Reproduce exactly the lines of the material beneath, from the line that contains "display:grid; place-items:center; width:32px;" to the line that contains "content:''; position:absolute; top:26px;", both included, and no other lines.
—————
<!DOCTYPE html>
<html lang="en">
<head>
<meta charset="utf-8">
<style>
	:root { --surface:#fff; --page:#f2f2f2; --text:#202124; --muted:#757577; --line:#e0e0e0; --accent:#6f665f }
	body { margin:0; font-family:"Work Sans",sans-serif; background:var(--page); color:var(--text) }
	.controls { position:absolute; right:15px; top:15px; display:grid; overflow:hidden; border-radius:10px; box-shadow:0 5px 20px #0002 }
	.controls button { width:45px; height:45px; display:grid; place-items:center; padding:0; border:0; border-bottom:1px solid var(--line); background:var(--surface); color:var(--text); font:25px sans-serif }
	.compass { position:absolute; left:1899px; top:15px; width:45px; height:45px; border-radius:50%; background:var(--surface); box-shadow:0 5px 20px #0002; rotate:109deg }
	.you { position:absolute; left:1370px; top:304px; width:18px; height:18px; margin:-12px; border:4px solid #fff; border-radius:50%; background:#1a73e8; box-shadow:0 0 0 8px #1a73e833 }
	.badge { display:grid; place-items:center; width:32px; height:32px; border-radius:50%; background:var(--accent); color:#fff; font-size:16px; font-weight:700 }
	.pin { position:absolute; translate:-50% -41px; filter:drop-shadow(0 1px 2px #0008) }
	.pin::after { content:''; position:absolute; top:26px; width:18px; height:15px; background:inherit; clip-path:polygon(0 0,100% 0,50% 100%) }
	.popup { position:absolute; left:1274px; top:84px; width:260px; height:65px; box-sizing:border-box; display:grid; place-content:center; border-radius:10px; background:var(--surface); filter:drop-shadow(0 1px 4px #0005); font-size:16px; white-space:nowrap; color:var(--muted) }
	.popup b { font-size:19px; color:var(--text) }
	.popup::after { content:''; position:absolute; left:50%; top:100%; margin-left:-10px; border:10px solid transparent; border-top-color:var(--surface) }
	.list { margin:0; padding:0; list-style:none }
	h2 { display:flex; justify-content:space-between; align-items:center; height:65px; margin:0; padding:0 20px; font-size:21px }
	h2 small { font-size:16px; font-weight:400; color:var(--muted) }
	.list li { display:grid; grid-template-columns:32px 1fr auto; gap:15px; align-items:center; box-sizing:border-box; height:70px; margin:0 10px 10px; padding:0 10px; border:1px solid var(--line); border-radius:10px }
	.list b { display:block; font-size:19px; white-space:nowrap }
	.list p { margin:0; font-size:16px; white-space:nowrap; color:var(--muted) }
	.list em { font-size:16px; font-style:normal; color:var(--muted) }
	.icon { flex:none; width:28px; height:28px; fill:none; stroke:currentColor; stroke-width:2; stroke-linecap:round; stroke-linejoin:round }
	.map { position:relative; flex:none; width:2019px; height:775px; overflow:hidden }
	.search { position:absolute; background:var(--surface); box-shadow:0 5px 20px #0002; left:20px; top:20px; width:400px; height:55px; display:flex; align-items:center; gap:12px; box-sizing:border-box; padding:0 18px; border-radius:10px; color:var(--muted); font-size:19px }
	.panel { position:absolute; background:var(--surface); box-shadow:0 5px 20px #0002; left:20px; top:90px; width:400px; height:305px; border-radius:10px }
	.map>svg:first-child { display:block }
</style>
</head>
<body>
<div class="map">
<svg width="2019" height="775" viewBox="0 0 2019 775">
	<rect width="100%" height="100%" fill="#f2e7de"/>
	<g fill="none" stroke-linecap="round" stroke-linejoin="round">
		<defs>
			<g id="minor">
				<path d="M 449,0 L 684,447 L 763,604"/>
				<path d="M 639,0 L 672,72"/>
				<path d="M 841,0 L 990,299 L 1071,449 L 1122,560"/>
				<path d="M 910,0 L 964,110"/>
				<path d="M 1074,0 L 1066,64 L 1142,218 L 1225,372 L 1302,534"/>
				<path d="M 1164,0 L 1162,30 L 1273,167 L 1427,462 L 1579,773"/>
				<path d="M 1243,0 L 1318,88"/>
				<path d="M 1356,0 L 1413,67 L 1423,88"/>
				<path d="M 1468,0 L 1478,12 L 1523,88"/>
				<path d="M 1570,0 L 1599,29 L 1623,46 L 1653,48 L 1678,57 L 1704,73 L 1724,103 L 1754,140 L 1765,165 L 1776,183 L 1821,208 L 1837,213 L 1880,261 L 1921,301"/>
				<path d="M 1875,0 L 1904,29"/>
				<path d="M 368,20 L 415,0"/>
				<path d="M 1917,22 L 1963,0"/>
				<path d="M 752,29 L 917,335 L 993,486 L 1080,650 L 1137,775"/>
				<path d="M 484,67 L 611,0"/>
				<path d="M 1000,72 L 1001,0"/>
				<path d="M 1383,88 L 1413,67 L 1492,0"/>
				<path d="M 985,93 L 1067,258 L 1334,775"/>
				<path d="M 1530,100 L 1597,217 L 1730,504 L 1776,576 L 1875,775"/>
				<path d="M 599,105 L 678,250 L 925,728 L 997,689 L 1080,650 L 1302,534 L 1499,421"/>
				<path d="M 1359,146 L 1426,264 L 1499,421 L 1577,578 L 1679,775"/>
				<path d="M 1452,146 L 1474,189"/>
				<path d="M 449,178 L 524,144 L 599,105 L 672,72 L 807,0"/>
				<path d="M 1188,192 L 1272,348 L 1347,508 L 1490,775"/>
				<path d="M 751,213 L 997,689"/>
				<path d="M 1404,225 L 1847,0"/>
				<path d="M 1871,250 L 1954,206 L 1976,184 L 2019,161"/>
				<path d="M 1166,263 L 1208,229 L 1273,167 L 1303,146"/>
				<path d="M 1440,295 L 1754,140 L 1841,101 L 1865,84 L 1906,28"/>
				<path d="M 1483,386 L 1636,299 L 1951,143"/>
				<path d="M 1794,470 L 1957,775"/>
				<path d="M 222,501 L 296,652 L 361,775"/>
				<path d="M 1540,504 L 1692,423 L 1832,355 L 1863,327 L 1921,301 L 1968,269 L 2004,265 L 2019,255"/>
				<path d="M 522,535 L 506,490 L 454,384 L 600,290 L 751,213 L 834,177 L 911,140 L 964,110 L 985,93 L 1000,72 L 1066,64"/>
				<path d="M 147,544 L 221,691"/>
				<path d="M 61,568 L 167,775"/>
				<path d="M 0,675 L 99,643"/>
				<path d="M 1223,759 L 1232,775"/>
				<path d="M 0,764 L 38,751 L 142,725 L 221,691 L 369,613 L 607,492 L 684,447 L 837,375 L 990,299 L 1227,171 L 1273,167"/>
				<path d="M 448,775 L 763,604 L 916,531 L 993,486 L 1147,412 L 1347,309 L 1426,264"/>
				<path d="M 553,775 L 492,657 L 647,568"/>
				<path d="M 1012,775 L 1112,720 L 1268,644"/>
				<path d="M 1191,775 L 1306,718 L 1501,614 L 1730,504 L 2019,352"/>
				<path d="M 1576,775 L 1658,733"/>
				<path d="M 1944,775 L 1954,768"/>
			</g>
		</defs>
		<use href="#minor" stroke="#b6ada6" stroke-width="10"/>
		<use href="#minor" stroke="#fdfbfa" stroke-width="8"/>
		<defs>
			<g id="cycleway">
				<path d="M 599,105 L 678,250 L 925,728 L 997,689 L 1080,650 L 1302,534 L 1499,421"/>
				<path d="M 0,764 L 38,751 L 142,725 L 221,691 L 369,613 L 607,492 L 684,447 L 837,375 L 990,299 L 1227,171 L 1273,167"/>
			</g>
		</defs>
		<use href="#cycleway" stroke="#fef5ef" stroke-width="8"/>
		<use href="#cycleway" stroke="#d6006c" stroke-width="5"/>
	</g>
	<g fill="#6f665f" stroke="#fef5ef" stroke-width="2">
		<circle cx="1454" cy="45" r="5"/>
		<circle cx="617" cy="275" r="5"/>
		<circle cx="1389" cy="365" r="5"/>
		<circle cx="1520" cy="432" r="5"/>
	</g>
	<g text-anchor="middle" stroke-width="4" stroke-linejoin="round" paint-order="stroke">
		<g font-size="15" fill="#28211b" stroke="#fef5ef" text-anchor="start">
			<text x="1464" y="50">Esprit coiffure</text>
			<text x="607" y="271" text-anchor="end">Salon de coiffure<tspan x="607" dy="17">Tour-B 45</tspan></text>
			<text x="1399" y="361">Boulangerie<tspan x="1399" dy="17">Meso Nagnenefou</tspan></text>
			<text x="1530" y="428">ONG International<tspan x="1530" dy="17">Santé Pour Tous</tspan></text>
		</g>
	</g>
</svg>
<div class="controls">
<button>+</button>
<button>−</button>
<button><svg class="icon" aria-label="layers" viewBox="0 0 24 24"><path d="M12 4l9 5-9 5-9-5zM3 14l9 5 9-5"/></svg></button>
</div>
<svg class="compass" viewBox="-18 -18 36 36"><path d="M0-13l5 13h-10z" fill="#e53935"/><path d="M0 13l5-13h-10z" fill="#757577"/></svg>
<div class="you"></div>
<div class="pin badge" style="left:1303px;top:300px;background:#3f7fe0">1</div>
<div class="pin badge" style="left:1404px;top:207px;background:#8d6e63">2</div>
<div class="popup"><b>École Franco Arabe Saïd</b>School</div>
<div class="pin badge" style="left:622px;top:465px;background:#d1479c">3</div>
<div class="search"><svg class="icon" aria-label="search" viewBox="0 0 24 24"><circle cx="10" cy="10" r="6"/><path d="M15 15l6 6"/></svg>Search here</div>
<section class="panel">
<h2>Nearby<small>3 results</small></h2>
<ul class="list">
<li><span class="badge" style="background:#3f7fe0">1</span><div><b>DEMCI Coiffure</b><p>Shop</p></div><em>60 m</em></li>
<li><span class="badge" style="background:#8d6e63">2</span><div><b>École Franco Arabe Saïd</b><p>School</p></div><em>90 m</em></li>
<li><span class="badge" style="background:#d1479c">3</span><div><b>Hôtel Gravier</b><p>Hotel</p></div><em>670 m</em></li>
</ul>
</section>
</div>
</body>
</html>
—————
Task solution
	.badge { display:grid; place-items:center; width:32px; height:32px; border-radius:50%; background:var(--accent); color:#fff; font-size:16px; font-weight:700 }
	.pin { position:absolute; translate:-50% -41px; filter:drop-shadow(0 1px 2px #0008) }
	.pin::after { content:''; position:absolute; top:26px; width:18px; height:15px; background:inherit; clip-path:polygon(0 0,100% 0,50% 100%) }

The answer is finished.